Stored entries:
━━━━━━━━━━━━━━━━━━━━
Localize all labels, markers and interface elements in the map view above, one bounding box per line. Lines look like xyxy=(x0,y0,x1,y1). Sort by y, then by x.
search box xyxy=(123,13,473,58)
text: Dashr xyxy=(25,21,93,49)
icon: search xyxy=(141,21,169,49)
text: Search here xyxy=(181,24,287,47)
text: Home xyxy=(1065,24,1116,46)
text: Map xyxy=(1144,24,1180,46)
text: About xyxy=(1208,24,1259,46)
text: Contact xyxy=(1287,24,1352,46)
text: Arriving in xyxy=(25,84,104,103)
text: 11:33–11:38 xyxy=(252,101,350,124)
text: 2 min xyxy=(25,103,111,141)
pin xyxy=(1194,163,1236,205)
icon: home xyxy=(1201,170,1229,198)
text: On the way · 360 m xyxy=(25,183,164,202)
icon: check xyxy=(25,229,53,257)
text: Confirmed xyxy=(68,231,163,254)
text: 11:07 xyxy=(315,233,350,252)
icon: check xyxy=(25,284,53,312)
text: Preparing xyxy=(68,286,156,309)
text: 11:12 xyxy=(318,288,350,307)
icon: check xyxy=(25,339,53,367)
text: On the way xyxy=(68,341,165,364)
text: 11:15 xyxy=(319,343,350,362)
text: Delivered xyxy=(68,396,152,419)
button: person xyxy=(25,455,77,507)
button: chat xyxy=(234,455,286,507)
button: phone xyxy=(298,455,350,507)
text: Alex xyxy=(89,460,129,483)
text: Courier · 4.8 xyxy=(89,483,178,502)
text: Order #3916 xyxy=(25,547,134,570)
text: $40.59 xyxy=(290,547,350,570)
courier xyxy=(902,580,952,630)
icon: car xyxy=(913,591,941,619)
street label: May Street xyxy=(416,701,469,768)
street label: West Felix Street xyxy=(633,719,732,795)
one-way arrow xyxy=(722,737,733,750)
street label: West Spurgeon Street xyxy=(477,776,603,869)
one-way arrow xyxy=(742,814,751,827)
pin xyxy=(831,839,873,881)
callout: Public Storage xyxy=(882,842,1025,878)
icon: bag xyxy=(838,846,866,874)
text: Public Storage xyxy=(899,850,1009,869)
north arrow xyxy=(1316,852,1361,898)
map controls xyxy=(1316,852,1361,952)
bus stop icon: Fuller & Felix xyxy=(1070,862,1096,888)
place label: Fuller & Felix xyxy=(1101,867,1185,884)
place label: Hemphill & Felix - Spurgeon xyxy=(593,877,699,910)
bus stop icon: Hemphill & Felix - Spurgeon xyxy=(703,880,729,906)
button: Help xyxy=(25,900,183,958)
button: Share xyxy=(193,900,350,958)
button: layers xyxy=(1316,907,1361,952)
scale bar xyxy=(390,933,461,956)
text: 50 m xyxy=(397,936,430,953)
━━━━━━━━━━━━━━━━━━━━
= REQUIREMENT =
All entries should be given again precisely as they appear above.

= TASK SOLUTION =
Localize all labels, markers and interface elements in the map view above, one bounding box per line. Lines look like xyxy=(x0,y0,x1,y1). Sort by y, then by x.
search box xyxy=(123,13,473,58)
text: Dashr xyxy=(25,21,93,49)
icon: search xyxy=(141,21,169,49)
text: Search here xyxy=(181,24,287,47)
text: Home xyxy=(1065,24,1116,46)
text: Map xyxy=(1144,24,1180,46)
text: About xyxy=(1208,24,1259,46)
text: Contact xyxy=(1287,24,1352,46)
text: Arriving in xyxy=(25,84,104,103)
text: 11:33–11:38 xyxy=(252,101,350,124)
text: 2 min xyxy=(25,103,111,141)
pin xyxy=(1194,163,1236,205)
icon: home xyxy=(1201,170,1229,198)
text: On the way · 360 m xyxy=(25,183,164,202)
icon: check xyxy=(25,229,53,257)
text: Confirmed xyxy=(68,231,163,254)
text: 11:07 xyxy=(315,233,350,252)
icon: check xyxy=(25,284,53,312)
text: Preparing xyxy=(68,286,156,309)
text: 11:12 xyxy=(318,288,350,307)
icon: check xyxy=(25,339,53,367)
text: On the way xyxy=(68,341,165,364)
text: 11:15 xyxy=(319,343,350,362)
text: Delivered xyxy=(68,396,152,419)
button: person xyxy=(25,455,77,507)
button: chat xyxy=(234,455,286,507)
button: phone xyxy=(298,455,350,507)
text: Alex xyxy=(89,460,129,483)
text: Courier · 4.8 xyxy=(89,483,178,502)
text: Order #3916 xyxy=(25,547,134,570)
text: $40.59 xyxy=(290,547,350,570)
courier xyxy=(902,580,952,630)
icon: car xyxy=(913,591,941,619)
street label: May Street xyxy=(416,701,469,768)
street label: West Felix Street xyxy=(633,719,732,795)
one-way arrow xyxy=(722,737,733,750)
street label: West Spurgeon Street xyxy=(477,776,603,869)
one-way arrow xyxy=(742,814,751,827)
pin xyxy=(831,839,873,881)
callout: Public Storage xyxy=(882,842,1025,878)
icon: bag xyxy=(838,846,866,874)
text: Public Storage xyxy=(899,850,1009,869)
north arrow xyxy=(1316,852,1361,898)
map controls xyxy=(1316,852,1361,952)
bus stop icon: Fuller & Felix xyxy=(1070,862,1096,888)
place label: Fuller & Felix xyxy=(1101,867,1185,884)
place label: Hemphill & Felix - Spurgeon xyxy=(593,877,699,910)
bus stop icon: Hemphill & Felix - Spurgeon xyxy=(703,880,729,906)
button: Help xyxy=(25,900,183,958)
button: Share xyxy=(193,900,350,958)
button: layers xyxy=(1316,907,1361,952)
scale bar xyxy=(390,933,461,956)
text: 50 m xyxy=(397,936,430,953)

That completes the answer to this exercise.